Commodities

Oil Rises 4% Amid Record High U.S. Gasoline Prices, Reports Reuters

By Scott DiSavino

Oil prices surged approximately 4% on Friday, fueled by record-high U.S. gasoline prices, signs that China may ease pandemic restrictions, and concerns about supply shortages if the European Union moves forward with a ban on Russian oil.

Brent crude futures increased by $4.10, or 3.8%, closing at $111.55 a barrel. Meanwhile, U.S. West Texas Intermediate (WTI) crude climbed by $4.36, or 4.1%, to finish at $110.49, marking the highest WTI close since March 25 and its third consecutive weekly rise. On the other hand, Brent experienced a decline after two weeks of gains.

Gasoline futures in the U.S. reached an all-time high after stockpiles decreased for the sixth straight week, causing the gasoline crack spread—an indicator of refining profit margins—to hit its highest point since April 2020, when WTI prices turned negative.

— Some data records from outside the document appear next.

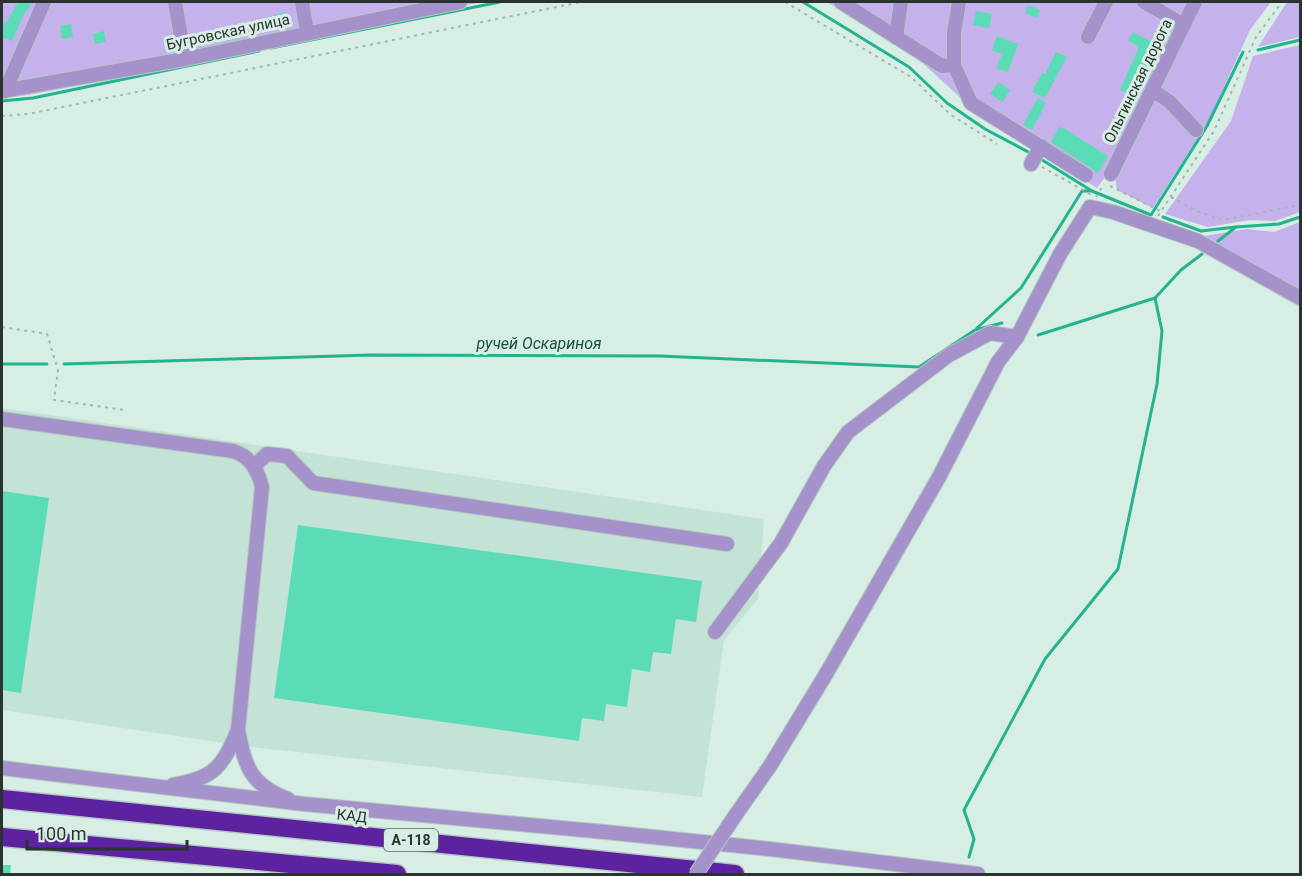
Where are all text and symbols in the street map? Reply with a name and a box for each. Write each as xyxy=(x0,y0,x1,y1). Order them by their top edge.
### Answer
street label: Бугровская улица xyxy=(165,10,291,54)
street label: Ольгинская дорога xyxy=(1100,16,1176,146)
water label: ручей Оскариноя xyxy=(475,334,602,353)
street label: КАД xyxy=(336,805,368,827)
scale bar xyxy=(27,813,188,851)
text: 100 m xyxy=(36,823,87,844)
road number: А-118 xyxy=(384,829,438,851)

"There has not been an increase in U.S. gasoline storage since March," noted Robert Yawger, executive director of energy futures at Mizuho. He emphasized that gasoline demand is expected to surge with the upcoming summer driving season, starting with the U.S. Memorial Day weekend.

The U.S. 3:2:1 crack spread, which also includes diesel, achieved a record high, as reported by Refinitiv data dating back to May 2021. The American Automobile Association reported that gasoline prices at pumps reached unprecedented levels on Friday, with averages hitting $4.43 per gallon for gasoline and $5.56 for diesel.

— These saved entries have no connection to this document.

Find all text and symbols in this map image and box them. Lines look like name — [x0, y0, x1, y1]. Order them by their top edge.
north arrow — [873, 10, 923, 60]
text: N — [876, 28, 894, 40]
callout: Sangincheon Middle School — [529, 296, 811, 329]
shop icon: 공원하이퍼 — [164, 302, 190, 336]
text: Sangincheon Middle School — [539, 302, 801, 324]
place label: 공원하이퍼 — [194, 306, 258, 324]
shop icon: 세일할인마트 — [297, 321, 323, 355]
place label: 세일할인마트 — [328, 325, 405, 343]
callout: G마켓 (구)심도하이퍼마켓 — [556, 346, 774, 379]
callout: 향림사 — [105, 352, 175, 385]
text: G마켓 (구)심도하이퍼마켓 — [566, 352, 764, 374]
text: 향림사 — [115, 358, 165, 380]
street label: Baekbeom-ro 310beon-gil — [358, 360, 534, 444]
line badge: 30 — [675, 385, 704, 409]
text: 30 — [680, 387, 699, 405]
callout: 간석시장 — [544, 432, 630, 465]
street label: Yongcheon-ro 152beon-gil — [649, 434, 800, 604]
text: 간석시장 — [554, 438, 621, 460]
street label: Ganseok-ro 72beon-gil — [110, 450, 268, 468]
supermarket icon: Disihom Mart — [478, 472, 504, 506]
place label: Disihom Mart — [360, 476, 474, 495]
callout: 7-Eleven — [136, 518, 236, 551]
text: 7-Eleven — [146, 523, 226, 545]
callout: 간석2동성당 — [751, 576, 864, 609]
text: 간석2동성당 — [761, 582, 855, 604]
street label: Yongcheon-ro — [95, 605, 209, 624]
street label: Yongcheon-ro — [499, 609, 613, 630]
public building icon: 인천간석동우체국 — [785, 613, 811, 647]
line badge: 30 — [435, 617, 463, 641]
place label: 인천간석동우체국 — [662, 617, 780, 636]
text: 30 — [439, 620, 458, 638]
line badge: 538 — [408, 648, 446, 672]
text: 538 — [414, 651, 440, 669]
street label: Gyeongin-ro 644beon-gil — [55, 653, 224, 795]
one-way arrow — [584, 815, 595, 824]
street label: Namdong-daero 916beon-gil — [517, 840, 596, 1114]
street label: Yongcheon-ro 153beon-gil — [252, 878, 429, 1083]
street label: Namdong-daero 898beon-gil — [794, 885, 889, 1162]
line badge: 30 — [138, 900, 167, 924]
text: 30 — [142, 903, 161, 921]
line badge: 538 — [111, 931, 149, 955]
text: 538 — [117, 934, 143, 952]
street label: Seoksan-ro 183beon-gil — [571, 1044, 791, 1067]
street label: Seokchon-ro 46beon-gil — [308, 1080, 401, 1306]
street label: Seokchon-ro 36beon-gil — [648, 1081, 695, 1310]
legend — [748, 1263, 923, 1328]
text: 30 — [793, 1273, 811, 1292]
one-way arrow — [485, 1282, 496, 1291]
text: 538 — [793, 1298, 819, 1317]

Oil prices have been experiencing volatility, mainly due to fears that a potential EU ban on Russian oil could disrupt supplies, coupled with concerns that a resurgence in COVID-19 could dampen global demand.

According to Louise Dickson, an analyst at Rystad Energy, "An EU embargo, if fully enacted, could take about 3 million barrels per day of Russian oil offline, which would severely disrupt and alter global trade flows, leading to market panic and significant price fluctuations."

This week, Russia imposed sanctions on several European energy firms, heightening supply concerns. In China, government officials have announced intentions to support the economy, and Shanghai is set to ease coronavirus restrictions and reopen shops within the month.

"Crude prices rallied on optimism that China’s COVID situation is stabilizing and as investors seek out riskier assets," remarked Edward Moya, senior market analyst at OANDA.

Following a tumultuous week of trading, global shares rebounded, boosting stock indexes across the United States and Europe. However, inflationary pressures and interest rate hikes have strengthened the U.S. dollar to its highest point in nearly two decades against a basket of currencies, which makes oil more expensive for buyers using other currencies.

The EU has indicated progress in reviving nuclear negotiations with Iran. Although the U.S. acknowledged the EU’s efforts, it clarified that no agreement has been reached yet, nor is there certainty that one will be established. Analysts believe an agreement with Iran could introduce an additional 1 million barrels per day of oil supply into the market.